**Records provided:**
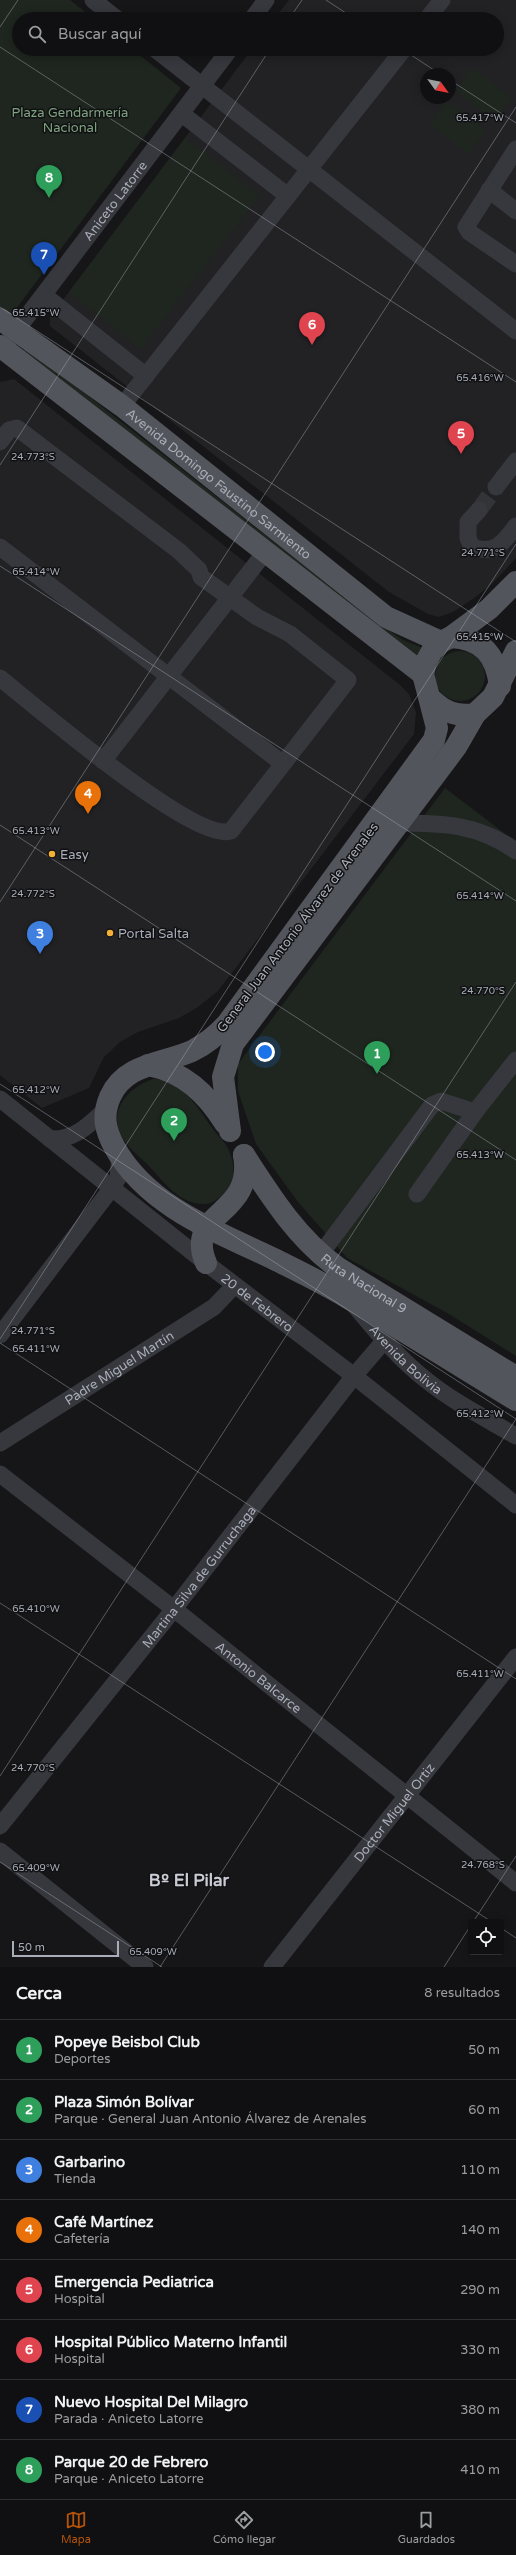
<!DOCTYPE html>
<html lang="es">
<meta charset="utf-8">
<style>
body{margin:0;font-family:"Varela Round",sans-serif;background:#1e1e20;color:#f1f3f6}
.controls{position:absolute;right:12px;bottom:12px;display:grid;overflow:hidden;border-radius:4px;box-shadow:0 2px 10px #0003}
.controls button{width:36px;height:36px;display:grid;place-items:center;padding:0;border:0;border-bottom:1px solid #303032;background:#101012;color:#f1f3f6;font:20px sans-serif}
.compass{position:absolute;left:420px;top:68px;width:36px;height:36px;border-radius:50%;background:#101012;box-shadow:0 2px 10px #0003;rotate:123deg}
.scale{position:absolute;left:12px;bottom:10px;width:107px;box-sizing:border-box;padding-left:4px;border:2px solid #a8adb8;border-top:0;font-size:11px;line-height:14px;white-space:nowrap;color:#a8adb8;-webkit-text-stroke:3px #111113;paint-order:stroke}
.you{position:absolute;left:265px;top:1052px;width:14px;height:14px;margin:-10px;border:3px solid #fff;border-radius:50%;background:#1a73e8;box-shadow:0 0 0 6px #1a73e833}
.badge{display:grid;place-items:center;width:26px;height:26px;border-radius:50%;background:#b45309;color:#fff;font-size:13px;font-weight:700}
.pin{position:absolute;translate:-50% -33px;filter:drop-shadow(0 1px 2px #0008)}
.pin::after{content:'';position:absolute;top:21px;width:14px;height:12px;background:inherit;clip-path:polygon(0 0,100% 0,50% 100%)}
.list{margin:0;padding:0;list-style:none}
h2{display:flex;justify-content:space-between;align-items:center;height:52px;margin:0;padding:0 16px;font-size:17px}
h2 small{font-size:13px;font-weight:400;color:#9c9d9f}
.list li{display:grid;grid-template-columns:26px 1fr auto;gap:12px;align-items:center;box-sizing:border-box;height:60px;padding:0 16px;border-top:1px solid #303032}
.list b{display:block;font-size:15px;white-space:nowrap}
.list p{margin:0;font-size:13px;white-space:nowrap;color:#9c9d9f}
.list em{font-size:13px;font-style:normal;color:#9c9d9f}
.icon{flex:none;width:22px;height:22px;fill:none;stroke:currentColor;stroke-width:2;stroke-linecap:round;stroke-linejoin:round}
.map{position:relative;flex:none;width:516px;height:1967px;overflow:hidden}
.search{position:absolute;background:#101012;box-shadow:0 2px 10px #0003;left:12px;right:12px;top:12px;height:44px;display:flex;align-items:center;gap:10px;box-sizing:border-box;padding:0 14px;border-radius:22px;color:#9c9d9f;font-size:15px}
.sheet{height:532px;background:#101012}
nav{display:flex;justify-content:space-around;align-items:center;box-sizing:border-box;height:56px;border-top:1px solid #303032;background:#101012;font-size:11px;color:#9c9d9f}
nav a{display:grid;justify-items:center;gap:2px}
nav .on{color:#b45309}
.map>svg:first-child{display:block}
.built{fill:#222225;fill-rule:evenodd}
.green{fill:#1e261f}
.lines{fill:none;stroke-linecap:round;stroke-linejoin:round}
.minor-tunnel{stroke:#333438;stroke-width:17;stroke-dasharray:17 8;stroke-linecap:butt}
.minor{stroke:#37383d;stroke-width:17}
.major{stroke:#53555c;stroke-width:22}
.ticks{fill:none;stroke:#a8adb8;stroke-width:1;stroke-opacity:0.45}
.poi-dot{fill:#f2b134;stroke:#111113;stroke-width:1.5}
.labels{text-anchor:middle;stroke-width:3;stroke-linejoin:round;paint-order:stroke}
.park-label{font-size:13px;fill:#7fa381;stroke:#111113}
.street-label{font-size:13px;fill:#a8adb8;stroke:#111113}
.poi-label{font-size:13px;fill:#a8adb8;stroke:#111113;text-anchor:start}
.district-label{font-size:17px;font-weight:bold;fill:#c9ccd4;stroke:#111113}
.ticks-label{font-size:10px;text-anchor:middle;fill:#a8adb8;stroke:#111113;stroke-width:3;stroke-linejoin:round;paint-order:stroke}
</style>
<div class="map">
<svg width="516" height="1967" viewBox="0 0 516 1967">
<rect width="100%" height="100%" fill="#161618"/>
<path class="built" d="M289,0H516V558L491,585L474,598L453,612L439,617L428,614L389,592L50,326V317L252,49H497V19H274ZM426,74H450V98H426Z
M14,379L400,685L409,694L416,712L414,734L218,991L198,1007L179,1018L138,1032L120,1042L104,1057L89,1088L42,1108L0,1075V382Z"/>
<path class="green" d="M0,0H70L94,19H19V49H132L181,88L10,317L0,309Z
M473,67L512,98L494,121L455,90Z
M447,100L486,131L468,154L429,124Z
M185,138L260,196L140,349L69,292Z
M26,347L371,618L403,640L423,648L415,662L22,352Z
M435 676a25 25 0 1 1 50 0a25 25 0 1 1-50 0Z
M445,788L516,842V1356L449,1314L347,1258L298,1202L256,1144L238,1091V1064Z
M153,1079C182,1078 198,1109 213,1129C218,1136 226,1143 229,1151C234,1161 234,1171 233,1182C227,1191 217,1203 205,1204C180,1205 164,1182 149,1166C140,1157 128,1148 122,1137C107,1110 129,1087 153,1079Z"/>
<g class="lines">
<path class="minor-tunnel" d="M479,510L496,487"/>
<g class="minor">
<path d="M93,0L117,19"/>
<path d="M252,19L266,0"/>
<path d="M427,19L442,0"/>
<path d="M155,49L516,331"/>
<path d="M182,114L288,196"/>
<path d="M516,149L466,227L469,232L516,264"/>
<path d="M489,190L516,211"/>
<path d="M45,296L146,376"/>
<path id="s1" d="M9,340L230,49"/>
<path d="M122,406L404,49"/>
<path d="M0,442L9,430L17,428L179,551L199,570L201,577L257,617L290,634L348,680L231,831C194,843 34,705 0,678"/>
<path d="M496,487L516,461"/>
<path d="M479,510L468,522V538L472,547C495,555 503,543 516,526"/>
<path d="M0,547L282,763"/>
<path d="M103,761L266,551"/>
<path d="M398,823C443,823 478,824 516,851"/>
<path id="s2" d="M0,1099L206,1263L354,1376L516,1505"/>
<path d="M50,1139C75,1140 89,1125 106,1109"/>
<path d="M417,1194L475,1112L516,1060"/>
<path d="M320,1255L432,1105L441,1101L475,1112"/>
<path id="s3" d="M355,1306C377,1332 398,1358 425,1379C453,1402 485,1418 516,1436"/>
<path d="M0,1335L111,1189L118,1178L120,1156"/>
<path id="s4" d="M0,1443L214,1307L234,1286"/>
<path id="s5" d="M0,1474L174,1609L516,1883"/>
<path id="s6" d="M0,1826L174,1609L354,1376L396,1327"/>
<path d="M0,1851L145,1967"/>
<path id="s7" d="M272,1967L516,1657"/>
</g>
<g class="major">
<path id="s8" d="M0,319L122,406L386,617L441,642"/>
<path d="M0,346L423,674"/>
<path d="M516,582L489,609L451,637L441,642L432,651L426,662L423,674L437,728L434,740L227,1024C217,1035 206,1044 192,1051C163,1064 125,1063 110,1097C102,1116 105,1130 115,1148C148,1207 218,1232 276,1260C300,1272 325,1284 348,1298C405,1331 460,1366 516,1400"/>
<path d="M451,637C483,639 496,655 500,686"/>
<path d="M430,698C444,712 456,717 475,714"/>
<path d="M148,1065C184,1072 206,1093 225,1123"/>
<path d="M230,1131L223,1077L233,1044L456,747L475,714L493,697L516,651"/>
<path id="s9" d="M244,1155C271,1197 297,1238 338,1268L516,1377"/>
<path d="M206,1263C184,1210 255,1217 244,1155"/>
</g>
</g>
<path class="ticks" d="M326,0L355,19M289,19L302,0M0,27L18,0M0,47L516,382M402,49L440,74M450,80L516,123M0,307L516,642M0,465L270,49M0,566L516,901M0,825L516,1160M0,902L516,107M0,1084L516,1419M0,1339L516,544M0,1343L516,1679M0,1603L492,1922M0,1776L516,982M0,1862L162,1967M473,1922L516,1856M501,1928L516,1938M160,1967L516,1419M444,1967L471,1925"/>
<g class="poi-dot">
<circle cx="52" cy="854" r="4"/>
<circle cx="110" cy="933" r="4"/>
</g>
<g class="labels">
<g class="park-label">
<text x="70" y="117">Plaza Gendarmería<tspan x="70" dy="15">Nacional</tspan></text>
</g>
<g class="street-label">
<text dy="5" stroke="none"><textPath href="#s1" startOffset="175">Aniceto Latorre</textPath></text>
<text dy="5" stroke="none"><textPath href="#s8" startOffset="274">Avenida Domingo Faustino Sarmiento</textPath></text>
<text transform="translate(297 927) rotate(-53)" y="5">General Juan Antonio Álvarez de Arenales</text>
<text dy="5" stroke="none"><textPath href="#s9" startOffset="178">Ruta Nacional 9</textPath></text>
<text dy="5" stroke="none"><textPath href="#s2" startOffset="328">20 de Febrero</textPath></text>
<text dy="5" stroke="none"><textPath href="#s3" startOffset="74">Avenida Bolivia</textPath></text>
<text dy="5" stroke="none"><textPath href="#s4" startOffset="141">Padre Miguel Martín</textPath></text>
<text dy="5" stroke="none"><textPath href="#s6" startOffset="319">Martina Silva de Gurruchaga</textPath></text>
<text dy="5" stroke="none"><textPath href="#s5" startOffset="329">Antonio Balcarce</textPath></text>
<text dy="5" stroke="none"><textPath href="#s7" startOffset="197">Doctor Miguel Ortiz</textPath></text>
</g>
<g class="poi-label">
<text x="60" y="859">Easy</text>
<text x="118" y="938">Portal Salta</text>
</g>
<g class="district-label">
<text x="189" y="1886">Bº El Pilar</text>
</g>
</g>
<g class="ticks-label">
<text x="480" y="121">65.417°W</text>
<text x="36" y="316">65.415°W</text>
<text x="480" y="381">65.416°W</text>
<text x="33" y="460">24.773°S</text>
<text x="483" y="556">24.771°S</text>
<text x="36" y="575">65.414°W</text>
<text x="480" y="640">65.415°W</text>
<text x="36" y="834">65.413°W</text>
<text x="33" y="897">24.772°S</text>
<text x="480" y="899">65.414°W</text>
<text x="483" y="994">24.770°S</text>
<text x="36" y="1093">65.412°W</text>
<text x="480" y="1158">65.413°W</text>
<text x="33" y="1334">24.771°S</text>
<text x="36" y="1352">65.411°W</text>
<text x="480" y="1417">65.412°W</text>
<text x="36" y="1612">65.410°W</text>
<text x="480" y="1677">65.411°W</text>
<text x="33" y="1771">24.770°S</text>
<text x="483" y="1868">24.768°S</text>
<text x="36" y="1871">65.409°W</text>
<text x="153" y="1955">65.409°W</text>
</g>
</svg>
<div class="controls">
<button><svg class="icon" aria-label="locate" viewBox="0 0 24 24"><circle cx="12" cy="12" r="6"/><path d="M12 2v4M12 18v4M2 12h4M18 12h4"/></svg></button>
</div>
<svg class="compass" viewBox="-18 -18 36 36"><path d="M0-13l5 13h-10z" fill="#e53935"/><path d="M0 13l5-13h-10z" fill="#9c9d9f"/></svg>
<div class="scale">50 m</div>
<div class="you"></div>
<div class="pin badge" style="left:377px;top:1074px;background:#2e9e5b">1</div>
<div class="pin badge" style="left:174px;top:1141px;background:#2e9e5b">2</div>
<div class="pin badge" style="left:40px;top:954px;background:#3f7fe0">3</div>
<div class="pin badge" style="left:88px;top:814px;background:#e8710a">4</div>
<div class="pin badge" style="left:461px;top:454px;background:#e0444e">5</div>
<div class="pin badge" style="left:312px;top:345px;background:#e0444e">6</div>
<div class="pin badge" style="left:44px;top:275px;background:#1a4fb4">7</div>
<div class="pin badge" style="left:49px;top:198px;background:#2e9e5b">8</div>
<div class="search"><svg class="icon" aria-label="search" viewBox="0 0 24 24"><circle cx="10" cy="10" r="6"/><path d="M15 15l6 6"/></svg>Buscar aquí</div>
</div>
<section class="sheet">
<h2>Cerca<small>8 resultados</small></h2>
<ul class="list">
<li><span class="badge" style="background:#2e9e5b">1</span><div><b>Popeye Beisbol Club</b><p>Deportes</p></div><em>50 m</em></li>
<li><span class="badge" style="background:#2e9e5b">2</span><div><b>Plaza Simón Bolívar</b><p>Parque · General Juan Antonio Álvarez de Arenales</p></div><em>60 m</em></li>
<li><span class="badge" style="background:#3f7fe0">3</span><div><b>Garbarino</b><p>Tienda</p></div><em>110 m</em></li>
<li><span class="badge" style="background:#e8710a">4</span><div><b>Café Martínez</b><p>Cafetería</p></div><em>140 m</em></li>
<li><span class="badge" style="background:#e0444e">5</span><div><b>Emergencia Pediatrica</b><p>Hospital</p></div><em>290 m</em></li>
<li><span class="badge" style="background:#e0444e">6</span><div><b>Hospital Público Materno Infantil</b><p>Hospital</p></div><em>330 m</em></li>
<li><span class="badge" style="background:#1a4fb4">7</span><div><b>Nuevo Hospital Del Milagro</b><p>Parada · Aniceto Latorre</p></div><em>380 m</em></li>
<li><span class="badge" style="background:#2e9e5b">8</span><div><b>Parque 20 de Febrero</b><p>Parque · Aniceto Latorre</p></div><em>410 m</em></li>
</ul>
</section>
<nav>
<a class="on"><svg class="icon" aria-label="map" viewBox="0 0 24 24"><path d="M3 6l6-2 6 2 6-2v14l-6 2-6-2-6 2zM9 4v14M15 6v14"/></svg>Mapa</a>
<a><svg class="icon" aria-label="directions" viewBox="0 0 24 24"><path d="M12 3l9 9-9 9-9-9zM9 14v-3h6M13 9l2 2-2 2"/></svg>Cómo llegar</a>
<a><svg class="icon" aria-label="saved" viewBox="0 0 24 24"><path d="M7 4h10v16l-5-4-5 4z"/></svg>Guardados</a>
</nav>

**Exercise brief:**
Across the whole listing above, determine how many lines hold the word "linecap". Only that number is wanted.

**Written reply:**
3